My mind clears in the extraordinary brilliant high desert light of New Mexico, my spirit clears beside the peaceful river, my body eases in the hot waters that come right up out of the Earth here. The urge to paint, to just immerse myself in vision, is so strong here. Theres a community here of artists and mystics as well, living simple and frugal lives to pursue their spiritual and creative means..........I am surprised at not only their friendliness and the clear openess in the eyes I look into here, but their sophistication as well. I've heard some potent poetry at the (only) poetry group's meetings on Sunday at the (only) coffee shop, which is also a used bookstore. The same coffee shop I bought a copy of the Nag Hammadi Library from (a steal at $4.50).

This community, because of its isolation, poverty, and because, I believe, the spirit of place as well, fosters a feeling of fellowship and mutual concern. What use competition or judgement here? There's nothing much to compete for, no one to impress! I guess I've spent so much time in Brushwood because I crave the same small community good heartedness. I've been here barely 2 weeks, and already have a short stack of books people have given me, food, and (of course) lots of helpful advice.

The Universe provides.

I think of a movie I saw a while back called "Off the Map". It's about, well, a group of people who live "off the grid" in New Mexico, and the way the land itself changes them. I can't help but feel that Spider Woman is alive and well here..........after all, the logo of the state is Spider Woman's Solar Cross.

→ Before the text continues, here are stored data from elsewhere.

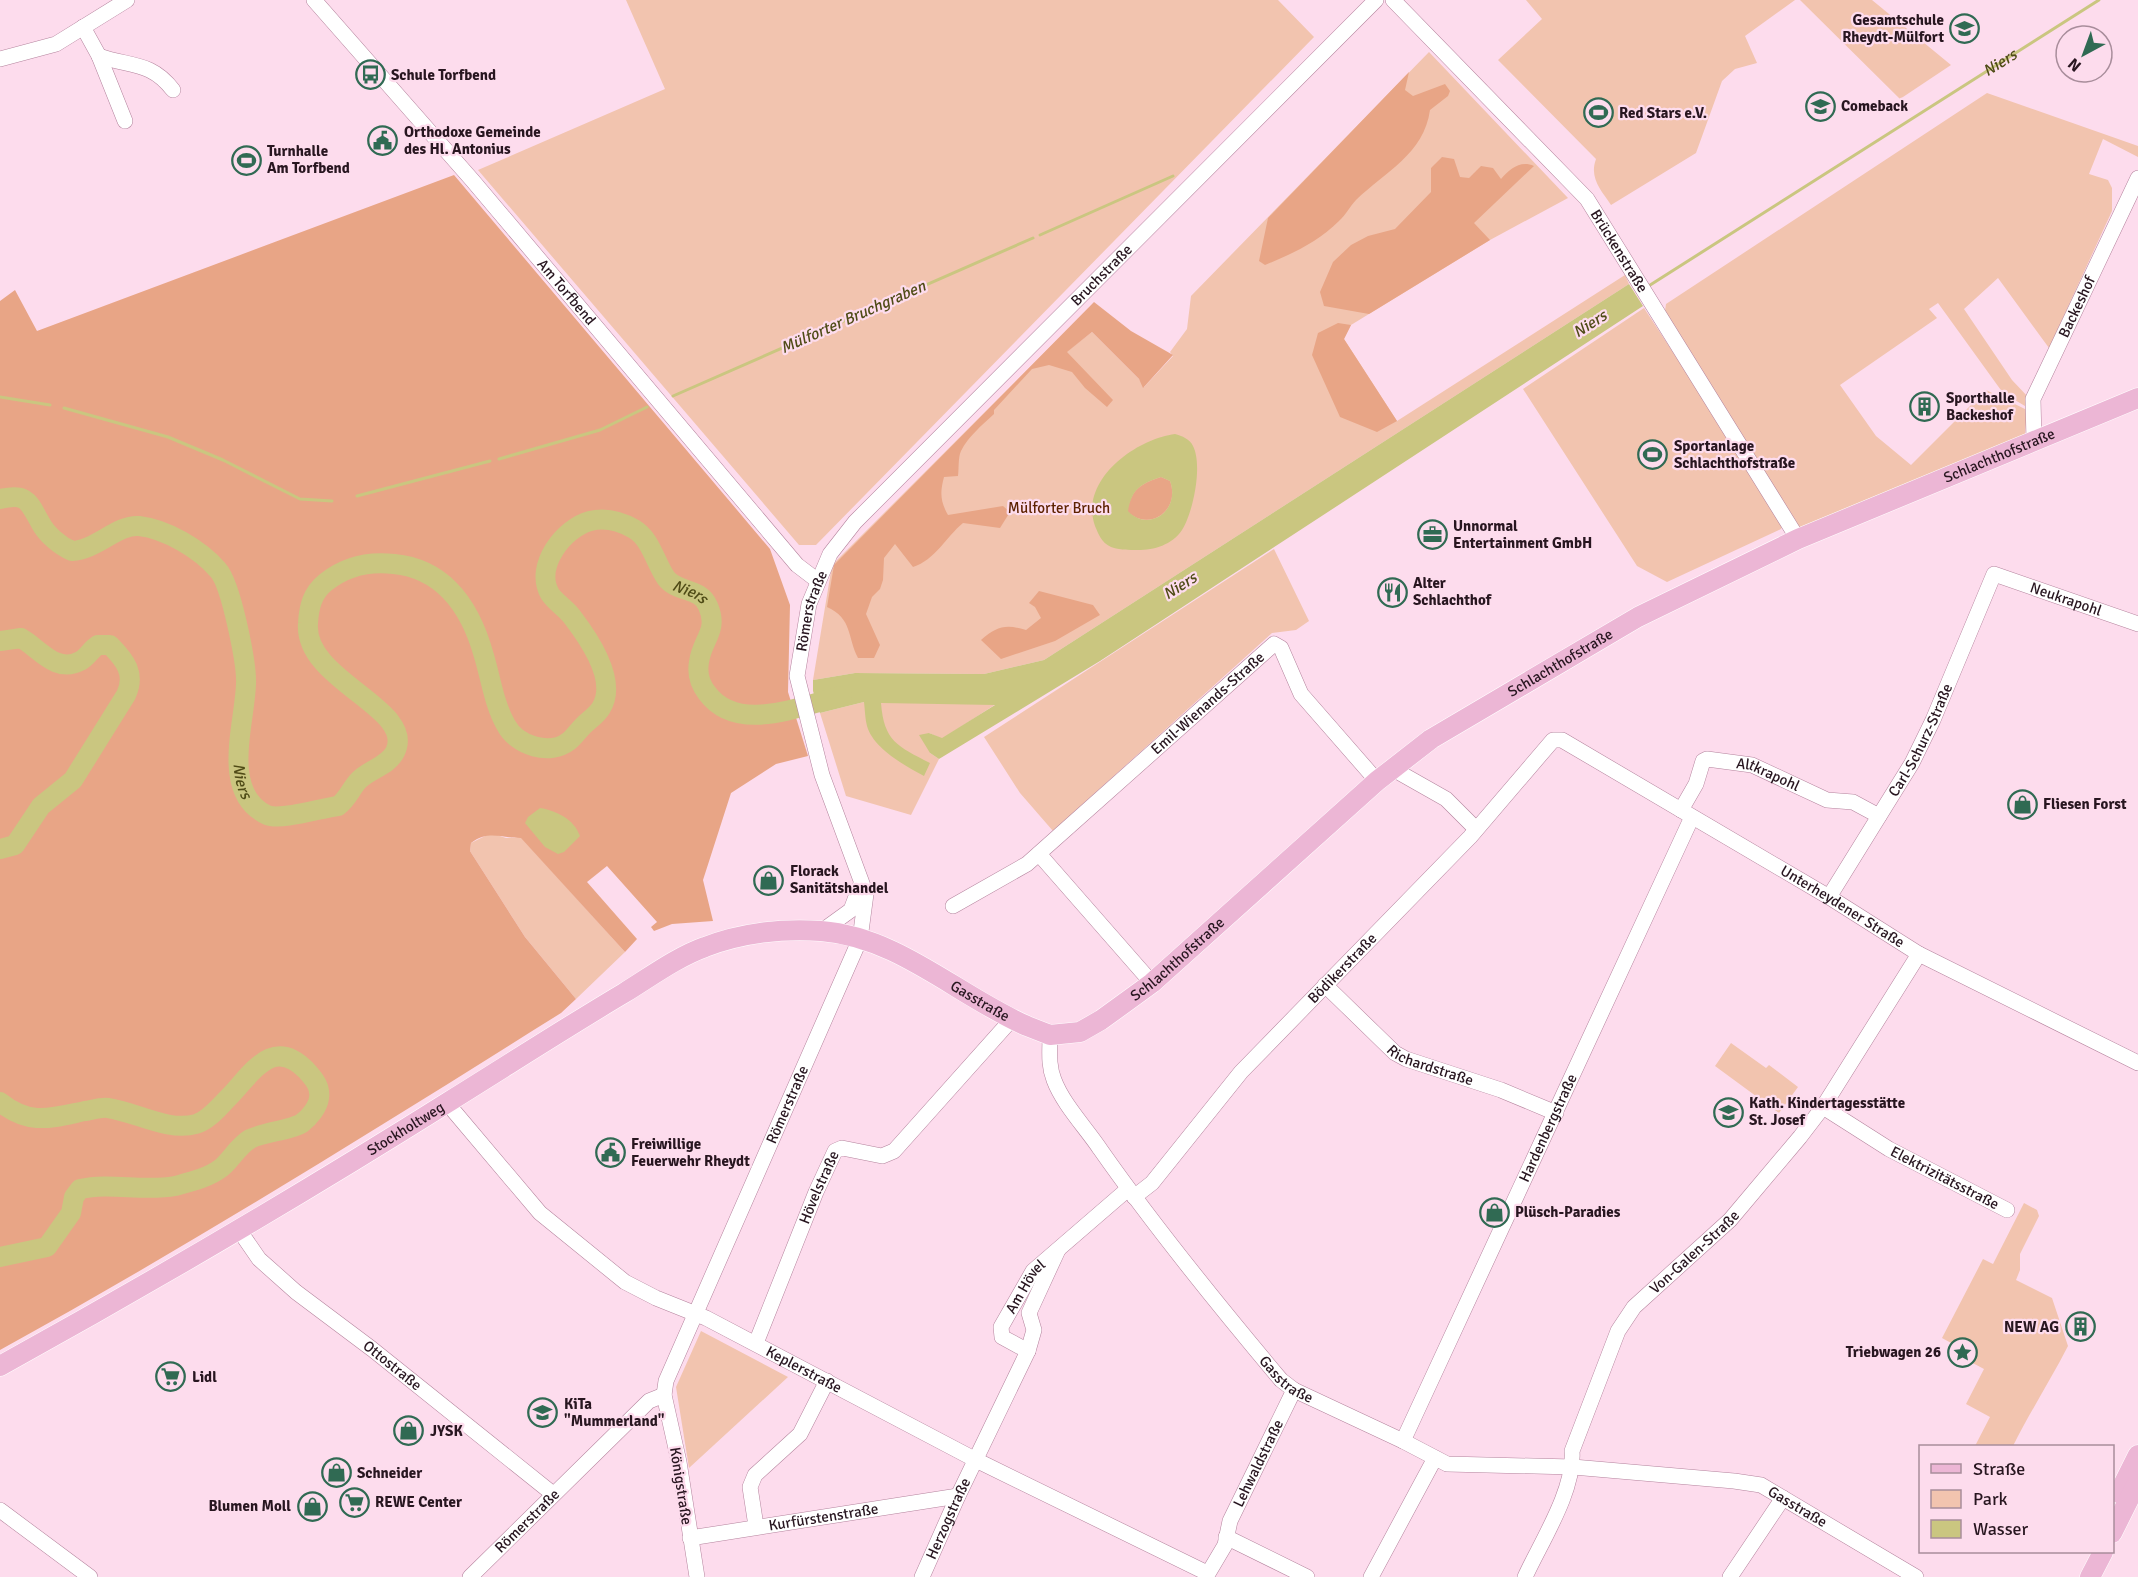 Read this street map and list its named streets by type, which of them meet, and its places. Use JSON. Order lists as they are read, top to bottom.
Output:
{
  "streets": {
    "main road": ["Schlachthofstraße", "Gasstraße", "Stockholtweg"],
    "street": [
      "Brückenstraße",
      "Bruchstraße",
      "Am Torfbend",
      "Backeshof",
      "Neukrapohl",
      "Römerstraße",
      "Emil-Wienands-Straße",
      "Carl-Schurz-Straße",
      "Altkrapohl",
      "Unterheydener Straße",
      "Bödikerstraße",
      "Richardstraße",
      "Hardenbergstraße",
      "Elektrizitätsstraße",
      "Hövelstraße",
      "Von-Galen-Straße",
      "Am Hövel",
      "Ottostraße",
      "Keplerstraße",
      "Lehwaldstraße",
      "Königstraße",
      "Kurfürstenstraße",
      "Herzogstraße"
    ]
  },
  "crossings": [
    ["Brückenstraße", "Schlachthofstraße"],
    ["Bruchstraße", "Römerstraße"],
    ["Am Torfbend", "Römerstraße"],
    ["Backeshof", "Schlachthofstraße"],
    ["Schlachthofstraße", "Emil-Wienands-Straße"],
    ["Schlachthofstraße", "Gasstraße"],
    ["Neukrapohl", "Carl-Schurz-Straße"],
    ["Römerstraße", "Gasstraße"],
    ["Römerstraße", "Ottostraße"],
    ["Römerstraße", "Keplerstraße"],
    ["Römerstraße", "Königstraße"],
    ["Carl-Schurz-Straße", "Altkrapohl"],
    ["Carl-Schurz-Straße", "Unterheydener Straße"],
    ["Altkrapohl", "Unterheydener Straße"],
    ["Altkrapohl", "Hardenbergstraße"],
    ["Unterheydener Straße", "Bödikerstraße"],
    ["Unterheydener Straße", "Hardenbergstraße"],
    ["Unterheydener Straße", "Von-Galen-Straße"],
    ["Bödikerstraße", "Gasstraße"],
    ["Bödikerstraße", "Richardstraße"],
    ["Bödikerstraße", "Am Hövel"],
    ["Gasstraße", "Stockholtweg"],
    ["Gasstraße", "Hardenbergstraße"],
    ["Gasstraße", "Hövelstraße"],
    ["Gasstraße", "Von-Galen-Straße"],
    ["Gasstraße", "Am Hövel"],
    ["Gasstraße", "Lehwaldstraße"],
    ["Richardstraße", "Hardenbergstraße"],
    ["Stockholtweg", "Ottostraße"],
    ["Stockholtweg", "Keplerstraße"],
    ["Elektrizitätsstraße", "Von-Galen-Straße"],
    ["Hövelstraße", "Keplerstraße"],
    ["Am Hövel", "Keplerstraße"],
    ["Am Hövel", "Herzogstraße"],
    ["Keplerstraße", "Lehwaldstraße"],
    ["Keplerstraße", "Herzogstraße"],
    ["Königstraße", "Kurfürstenstraße"],
    ["Kurfürstenstraße", "Herzogstraße"]
  ],
  "water": ["Niers", "Mülforter Bruchgraben"],
  "parks": ["Mülforter Bruch"],
  "places": {
    "school or university": [
      "Gesamtschule Rheydt-Mülfort",
      "Comeback",
      "Kath. Kindertagesstätte St. Josef",
      "KiTa \"Mummerland\""
    ],
    "bus stop": ["Schule Torfbend"],
    "sports": ["Red Stars e.V.", "Turnhalle Am Torfbend", "Sportanlage Schlachthofstraße"],
    "public building": ["Orthodoxe Gemeinde des Hl. Antonius", "Freiwillige Feuerwehr Rheydt"],
    "building": ["Sporthalle Backeshof", "NEW AG"],
    "office": ["Unnormal Entertainment GmbH"],
    "restaurant": ["Alter Schlachthof"],
    "shop": [
      "Fliesen Forst",
      "Florack Sanitätshandel",
      "Plüsch-Paradies",
      "JYSK",
      "Schneider",
      "Blumen Moll"
    ],
    "place": ["Triebwagen 26"],
    "supermarket": ["Lidl", "REWE Center"]
  },
  "legend": ["Straße", "Park", "Wasser"],
  "north": "bottom left"
}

I finished finally the hopefully last edition of my "Masks of the Goddess" book, a rather massive undertaking. It features many beautiful photographs by Thomas Lux and Peter Hughes. Its available to view on

I realize now that I've been so obsessed with finishing this book before Samhain because it was Samhain of 1999 when I began the project, and first saw that miraculous procession of living Goddesses emerge from the darkness of Ft. Mason Center for the Invocation of the Goddess at the Spiral Dance. That will always be one of the most wonderful moments of my life. Finishing the book is really my way of honoring the Goddesses, and the many people, as I now conclude and document my 7 year project. May this book keep the inspiration alive, and do justice to the privilege I was given.

This is what I found on the grid in the front of my motorhome, when I parked Lucy. I will take this as a little blessing for, once again, my new life.

Thursday, October 23, 2008

The Feast of Samhain (2.)


I offer now bread, red fruit, red wine

To life:

To the dreamers, planters and gatherers, 

to makers and unmakers, the innocent and the wise.

To the inarticulate, lost, hungry, and fallen, 

to every transparent lover

wandering these grey bardos in their solitude.

Come to the table, all. 

Here is a rich conversation harvested from the last living garden.

A dappled pear, an apple, a pomegranate.

A butterfly in it's chrysalis, winged, moist,

the slow rebirth of color deep in the depths of this dream.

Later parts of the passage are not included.